Sure. I'll make a few comments, and then Tim, Matt, or others can join in as well if you'd like. But, I mean, as it relates to L.A., I mean, it's -- L.A. is pretty highly correlated with the national economy, very broad-based, diversified economy. Think of all the different sectors as compared to the Bay Area you pointed out, much more highly concentrated in the tech space. There's certainly a substantial number of jobs in the tech space in Southern California. But as a percentage of the overall job market there, it's substantially smaller. And so it certainly has revved up as the national economy has revved up. And certainly, you would think it has a pretty good outlook, and we do just based on the volume of supply you can put on the ground there.
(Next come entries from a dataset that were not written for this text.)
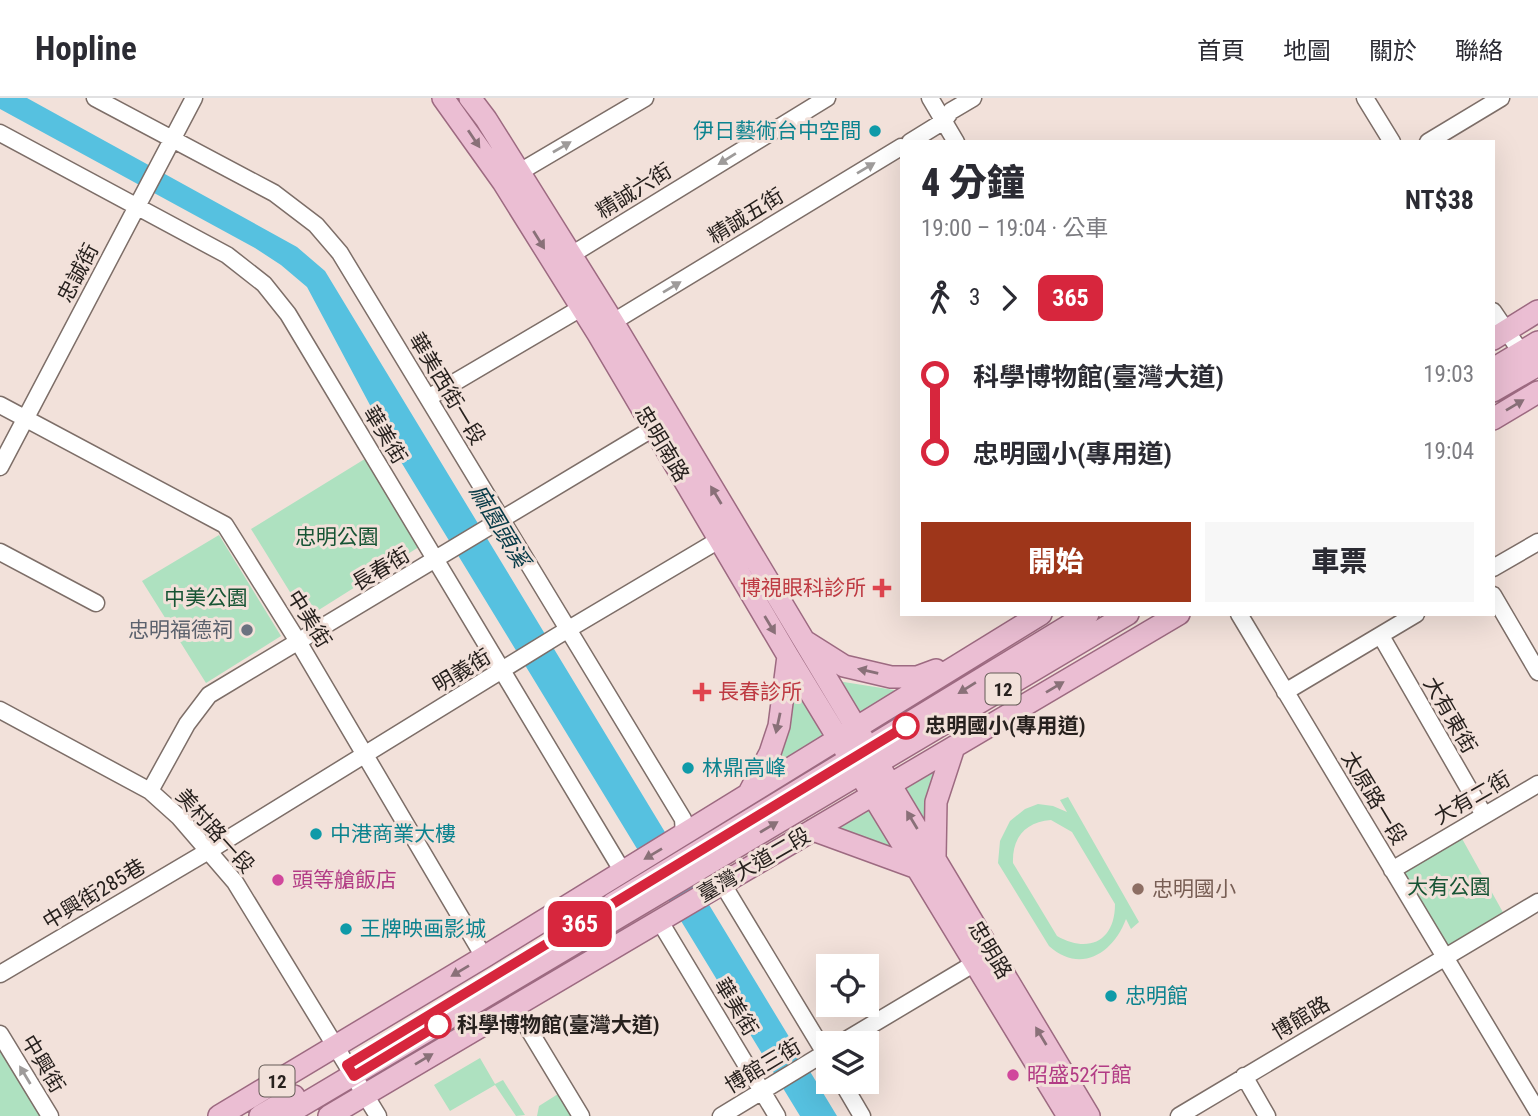 <!DOCTYPE html>
<html lang="zh-TW">
<meta charset="utf-8">
<style>
:root{--surface:#fff;--page:#f7f7f7;--text:#2b2b33;--muted:#7c7c81;--line:#e1e1e2;--accent:#9e361a}
body{margin:0;font-family:"Roboto Condensed","Noto Sans TC",sans-serif;background:var(--page);color:var(--text);height:100vh;display:flex;flex-direction:column;font-size:26px;white-space:nowrap}
*{box-sizing:border-box;margin:0}
p{font-size:23px;color:var(--muted)}
.icon{flex:none;width:38px;height:38px;fill:none;stroke:currentColor;stroke-width:2;stroke-linecap:round;stroke-linejoin:round}
.map{position:relative;flex:1;overflow:hidden}
.panel{position:absolute;left:900px;top:42px;width:595px;height:476px;display:flex;flex-direction:column;background:var(--surface);border-radius:0px;box-shadow:0 7px 28px #0002}
.panel>*{flex:none}
.badge{padding:0 14px;border-radius:10px;font-size:24px;line-height:46px}
.buttons{position:absolute;left:816px;top:856px;display:grid;gap:14px}
.buttons a{display:grid;place-items:center;width:63px;height:63px;border-radius:0px;background:var(--surface);box-shadow:0 7px 28px #0002;font-size:35px}
.map>.badge{position:absolute;translate:-50% -50%;box-shadow:0 0 0 4px #fff}
.legs{display:flex;align-items:center;gap:10px;height:77px;padding:0 21px;font-size:23px}
.legs p{margin-inline-start:auto}
.overview{display:flex;align-items:center;justify-content:space-between;height:119px;padding:0 21px}
h1{font-size:38px;font-weight:800;line-height:52px}
.cta{display:flex;gap:14px;margin-top:auto;padding:14px 21px}
.cta a{flex:1;height:80px;border-radius:0px;background:var(--accent);color:#fff;font-size:28px;font-weight:800;line-height:80px;text-align:center}
.cta a+a{background:var(--page);color:var(--text)}
ul{padding:0 21px;list-style:none}
li{display:flex;align-items:center;gap:24px;height:77px;font-size:26px}
li i{display:grid;place-items:center;width:10px;height:100%;margin:0 9px;background:currentColor}
li i::after{content:'';width:18px;height:18px;margin:-9px;border:5px solid;border-radius:50%;background:var(--surface)}
li p{margin-inline-start:auto}
li:first-child i{background:linear-gradient(#0000 50%,currentColor 0)}
li:last-child i{background:linear-gradient(currentColor 50%,#0000 0)}
header{display:flex;align-items:center;gap:42px;box-sizing:border-box;height:98px;padding:0 35px;background:var(--surface);border-bottom:2px solid var(--line)}
header strong{font-size:33px}
nav{display:flex;gap:38px;margin-inline-start:auto;font-size:24px}
.map>svg:first-child{display:block}
.green{fill:#aee1c0;fill-rule:evenodd}
.water{fill:#56c1e0}
.lines{fill:none;stroke-linecap:round;stroke-linejoin:round}
.minor-casing{stroke:#7d6e68;stroke-width:19}
.major-casing{stroke:#9d6a81;stroke-width:24}
.minor{stroke:#fff;stroke-width:16}
.major{stroke:#ebbed3;stroke-width:21}
.oneway{fill:#897078}
.oneway2{fill:#9e9b9a}
.line-1-casing{stroke:#fff;stroke-width:16}
.line-1{stroke:#d7263d;stroke-width:10}
.culture-dot{fill:#0f9aa8;stroke:#f2e1da;stroke-width:2.5}
.health-dot{fill:#e0444e;stroke:#f2e1da;stroke-width:2.5}
.worship-dot{fill:#6b7280;stroke:#f2e1da;stroke-width:2.5}
.stop-1-dot{fill:#fff;stroke:#d7263d;stroke-width:3.5}
.hotel-dot{fill:#d1479c;stroke:#f2e1da;stroke-width:2.5}
.education-dot{fill:#8d6e63;stroke:#f2e1da;stroke-width:2.5}
.labels{text-anchor:middle;dominant-baseline:central;stroke-width:6;stroke-linejoin:round;paint-order:stroke}
.shield{fill:#f2e1da;stroke:#645b56;stroke-width:2}
.shield-label{font-size:19px;font-weight:bold;fill:#27211e}
.culture-label{font-size:21px;fill:#0d838f;stroke:#f2e1da;text-anchor:start}
.street-label{font-size:21px;fill:#27211e;stroke:#f2e1da}
.park-label{font-size:21px;fill:#175434;stroke:#f2e1da}
.health-label{font-size:21px;fill:#be3a42;stroke:#f2e1da;text-anchor:end}
.worship-label{font-size:21px;fill:#5b616d;stroke:#f2e1da;text-anchor:end}
.stop-label{font-size:21px;font-weight:bold;fill:#27211e;stroke:#f2e1da;text-anchor:start}
.hotel-label{font-size:21px;fill:#b23c85;stroke:#f2e1da;text-anchor:start}
.education-label{font-size:21px;fill:#785e54;stroke:#f2e1da;text-anchor:start}
.water-label{font-size:23px;font-style:italic;fill:#073a47;stroke:#f2e1da}
</style>
<header>
<strong>Hopline</strong>
<nav><a>首頁</a><a>地圖</a><a>關於</a><a>聯絡</a></nav>
</header>
<div class="map">
<svg width="1538" height="1018" viewBox="0 0 1538 1018">
<rect width="100%" height="100%" fill="#f2e1da"/>
<path class="green" d="M368,359l54,88 -116,73 -55,-89z
M219,437l62,101 -75,47 -64,-102z
M790,569l42,71 -75,49z
M831,582l76,12 -50,30z
M962,650l-28,99 -37,-63z
M1068,699l71,125 -8,7 -5,-10c-13,35 -46,55 -77,27l-51,-83 2,-22 10,-20 15,-12 13,-5 15,2 14,6 -7,-12zM1051,722l21,12 43,72c0,37 -26,50 -58,32l-44,-73c-1,-25 12,-41 38,-43z
M872,705l36,57 -87,-31z
M1460,737l45,81 -58,36 -48,-82z
M0,946l45,72h-45z
M480,960l15,26 8,-4 22,35 -9,1 -21,-31 -45,26 -16,-26z
M558,996l13,22h-34l2,-10z"/>
<path class="water" d="M0,0h27l270,149 28,24 512,845h-37l-405,-664 -88,-165 -26,-22 -26,-17 -255,-139z"/>
<g class="lines">
<defs>
<path id="minor" d="M95,0l179,95 42,32 24,28 343,566 1,16
M930,0l26,44
M1365,0l27,44
M0,35l227,122 37,29 24,30 335,558
M910,44l34,-21 7,-10 22,-13
M1428,44l73,-44
M511,79l134,-79
M571,157l256,-157
M1493,213l34,50
M613,224l288,-175
M428,300l153,-90
M0,307l225,120 74,118 185,314
M0,369l194,-369
M0,454l96,51
M1493,470l45,-26
M1493,497l45,77
M1239,516l299,498
M1381,538l103,179
M1285,594l131,-78
M0,612l150,81 29,26 56,65 143,234
M150,693l37,-67 22,-29 453,-272
M1392,772l146,-86
M722,785l106,175
M659,822l118,196
M0,876l210,-124 347,-214 172,-102
M514,907l67,111
M0,936l50,82
M841,945l134,-80
M1244,978l23,40
M842,984l20,34
M721,1018l107,-65
M1179,1018l359,-214"/>
<path id="major" d="M443,0l60,84 95,152 190,322 280,460
M470,0l16,21 127,203 476,794
M1493,241l45,-28
M1493,271l45,-27
M1493,293l45,-26
M1493,321l45,-27
M806,544l38,24 47,11h26l19,-7
M749,695l21,-40 9,-27 9,-70
M813,732l104,38
M935,759l1,-55 18,-55
M612,806l476,-290
M219,1018l265,-159 557,-343
M260,1018l34,-20
M284,1018l844,-502
M329,1018l850,-502"/>
</defs>
<use href="#minor" class="minor-casing"/>
<use href="#major" class="major-casing"/>
<use href="#minor" class="minor"/>
<use href="#major" class="major"/>
</g>
<defs><path id="oneway-solid" d="M-6-.8H1V-3.2L6.5 0L1 3.2V.8H-6Z" transform="scale(1.75)"/></defs>
<g class="oneway">
<use href="#oneway-solid" transform="translate(474 41) rotate(56)"/>
<use href="#oneway-solid" transform="translate(539 142) rotate(58)"/>
<use href="#oneway-solid" transform="translate(1515 307) rotate(-31)"/>
<use href="#oneway-solid" transform="translate(716 397) rotate(-121)"/>
<use href="#oneway-solid" transform="translate(770 527) rotate(59)"/>
<use href="#oneway-solid" transform="translate(868 573) rotate(-167)"/>
<use href="#oneway-solid" transform="translate(1055 589) rotate(-31)"/>
<use href="#oneway-solid" transform="translate(967 590) rotate(148)"/>
<use href="#oneway-solid" transform="translate(778 625) rotate(102)"/>
<use href="#oneway-solid" transform="translate(912 722) rotate(-121)"/>
<use href="#oneway-solid" transform="translate(769 729) rotate(-31)"/>
<use href="#oneway-solid" transform="translate(653 756) rotate(149)"/>
<use href="#oneway-solid" transform="translate(460 873) rotate(149)"/>
<use href="#oneway-solid" transform="translate(1041 938) rotate(-121)"/>
<use href="#oneway-solid" transform="translate(424 961) rotate(-31)"/>
</g>
<g class="oneway2">
<use href="#oneway-solid" transform="translate(562 49) rotate(-30)"/>
<use href="#oneway-solid" transform="translate(727 61) rotate(148)"/>
<use href="#oneway-solid" transform="translate(866 70) rotate(-31)"/>
<use href="#oneway-solid" transform="translate(672 189) rotate(-31)"/>
<use href="#oneway-solid" transform="translate(25 977) rotate(-121)"/>
</g>
<g class="lines">
<defs>
<path id="line-1" d="M438,927l-84,51 -7,-11 559,-339"/>
</defs>
<use href="#line-1" class="line-1-casing"/>
<use href="#line-1" class="line-1"/>
</g>
<g class="culture-dot">
<circle cx="875" cy="33" r="7"/>
<circle cx="688" cy="670" r="7"/>
<circle cx="316" cy="736" r="7"/>
<circle cx="346" cy="831" r="7"/>
<circle cx="1111" cy="898" r="7"/>
</g>
<g class="health-dot">
<path d="M878.5 479.5h7v7h7v7h-7v7h-7v-7h-7v-7h7z"/>
<path d="M698.5 583.5h7v7h7v7h-7v7h-7v-7h-7v-7h7z"/>
</g>
<circle class="worship-dot" cx="247" cy="532" r="7"/>
<g class="stop-1-dot">
<circle cx="906" cy="628" r="12"/>
<circle cx="438" cy="927" r="12"/>
</g>
<g class="hotel-dot">
<circle cx="278" cy="782" r="7"/>
<circle cx="1013" cy="977" r="7"/>
</g>
<circle class="education-dot" cx="1138" cy="791" r="7"/>
<g class="labels">
<g class="shield">
<rect x="985.5" y="575.5" width="35" height="31" rx="5"/>
<rect x="259.5" y="967.5" width="35" height="31" rx="5"/>
</g>
<g class="shield-label">
<text x="1003" y="591">12</text>
<text x="277" y="983">12</text>
</g>
<g class="culture-label">
<text x="861" y="33" text-anchor="end">伊日藝術台中空間</text>
<text x="702" y="670">林鼎高峰</text>
<text x="330" y="736">中港商業大樓</text>
<text x="360" y="831">王牌映画影城</text>
<text x="1125" y="898">忠明館</text>
</g>
<g class="street-label">
<text transform="translate(634 93) rotate(-32)">精誠六街</text>
<text transform="translate(746 118) rotate(-32)">精誠五街</text>
<text transform="translate(78 175) rotate(-62)">忠誠街</text>
<text transform="translate(447 291) rotate(59)">華美西街一段</text>
<text transform="translate(385 337) rotate(59)">華美街</text>
<text transform="translate(662 346) rotate(59)">忠明南路</text>
<text transform="translate(381 471) rotate(-31)">長春街</text>
<text transform="translate(309 521) rotate(58)">中美街</text>
<text transform="translate(462 573) rotate(-31)">明義街</text>
<text transform="translate(1450 617) rotate(60)">大有東街</text>
<text transform="translate(1374 700) rotate(59)">太原路一段</text>
<text transform="translate(1472 700) rotate(-30)">大有二街</text>
<text transform="translate(215 733) rotate(48)">美村路一段</text>
<text transform="translate(754 767) rotate(-30)">臺灣大道二段</text>
<text transform="translate(94 796) rotate(-31)">中興街285巷</text>
<text transform="translate(990 852) rotate(59)">忠明路</text>
<text transform="translate(736 909) rotate(59)">華美街</text>
<text transform="translate(1301 920) rotate(-31)">博館路</text>
<text transform="translate(43 966) rotate(59)">中興街</text>
<text transform="translate(763 968) rotate(-31)">博館三街</text>
</g>
<g class="park-label">
<text x="337" y="439">忠明公園</text>
<text x="206" y="500">中美公園</text>
<text x="1449" y="789">大有公園</text>
</g>
<g class="health-label">
<text x="866" y="490">博視眼科診所</text>
<text x="718" y="594" text-anchor="start">長春診所</text>
</g>
<g class="worship-label">
<text x="233" y="532">忠明福德祠</text>
</g>
<g class="stop-label">
<text x="925" y="628">忠明國小(專用道)</text>
<text x="457" y="927">科學博物館(臺灣大道)</text>
</g>
<g class="hotel-label">
<text x="292" y="782">頭等艙飯店</text>
<text x="1027" y="977">昭盛52行館</text>
</g>
<g class="education-label">
<text x="1152" y="791">忠明國小</text>
</g>
<g class="water-label">
<text transform="translate(499 428) rotate(59)">麻園頭溪</text>
</g>
</g>
</svg>
<div class="buttons">
<a><svg class="icon" aria-label="locate" viewBox="0 0 24 24"><circle cx="12" cy="12" r="6"/><path d="M12 2v4M12 18v4M2 12h4M18 12h4"/></svg></a>
<a><svg class="icon" aria-label="layers" viewBox="0 0 24 24"><path d="M12 4l9 5-9 5-9-5zM3 14l9 5 9-5"/></svg></a>
</div>
<b class="badge" style="left:580px;top:826px;background:#d7263d;color:#fff">365</b>
<section class="panel">
<div class="overview"><div><h1>4 分鐘</h1><p>19:00 – 19:04 · 公車</p></div><b>NT$38</b></div>
<div class="legs"><svg class="icon" aria-label="walk" viewBox="0 0 24 24"><circle cx="13" cy="4" r="2"/><path d="M13 8l-2 6 4 7M11 14l-3 7M7 12l3-4h3l4 4"/></svg>3<svg class="icon" aria-label="forward" viewBox="0 0 24 24"><path d="M9 5l7 7-7 7"/></svg><b class="badge" style="background:#d7263d;color:#fff">365</b></div>
<ul>
<li><i style="color:#d7263d"></i><b>科學博物館(臺灣大道)</b><p>19:03</p></li>
<li><i style="color:#d7263d"></i><b>忠明國小(專用道)</b><p>19:04</p></li>
</ul>
<div class="cta"><a>開始</a><a>車票</a></div>
</section>
</div>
It has and remains, as I mentioned earlier, the market or the region with the lowest amount of supply projected to come online again in 2015. And then the other benefit that it has, even though it's not as unaffordable as, say, San Francisco, as you go across Los Angeles and look at the median income relative to median home prices, it's still relatively unaffordable. And so I think all 3 regions, L.A., Orange County and San Diego, we feel pretty good about as we look forward over the next couple of years. And it relates to L.A. specifically, it's just a function of, I think, where you are. So if you're in Downtown Los Angeles, you're probably a little more nervous than you might to be if you're on the west side, as an example, or the South Bay or some of those other submarkets. So in general, the outlook is positive for us. It's never had the same kind of cycle as Northern California in terms of the volatility. It's more the tortoise versus the hare story. But it is coming back, and it's coming back pretty strong.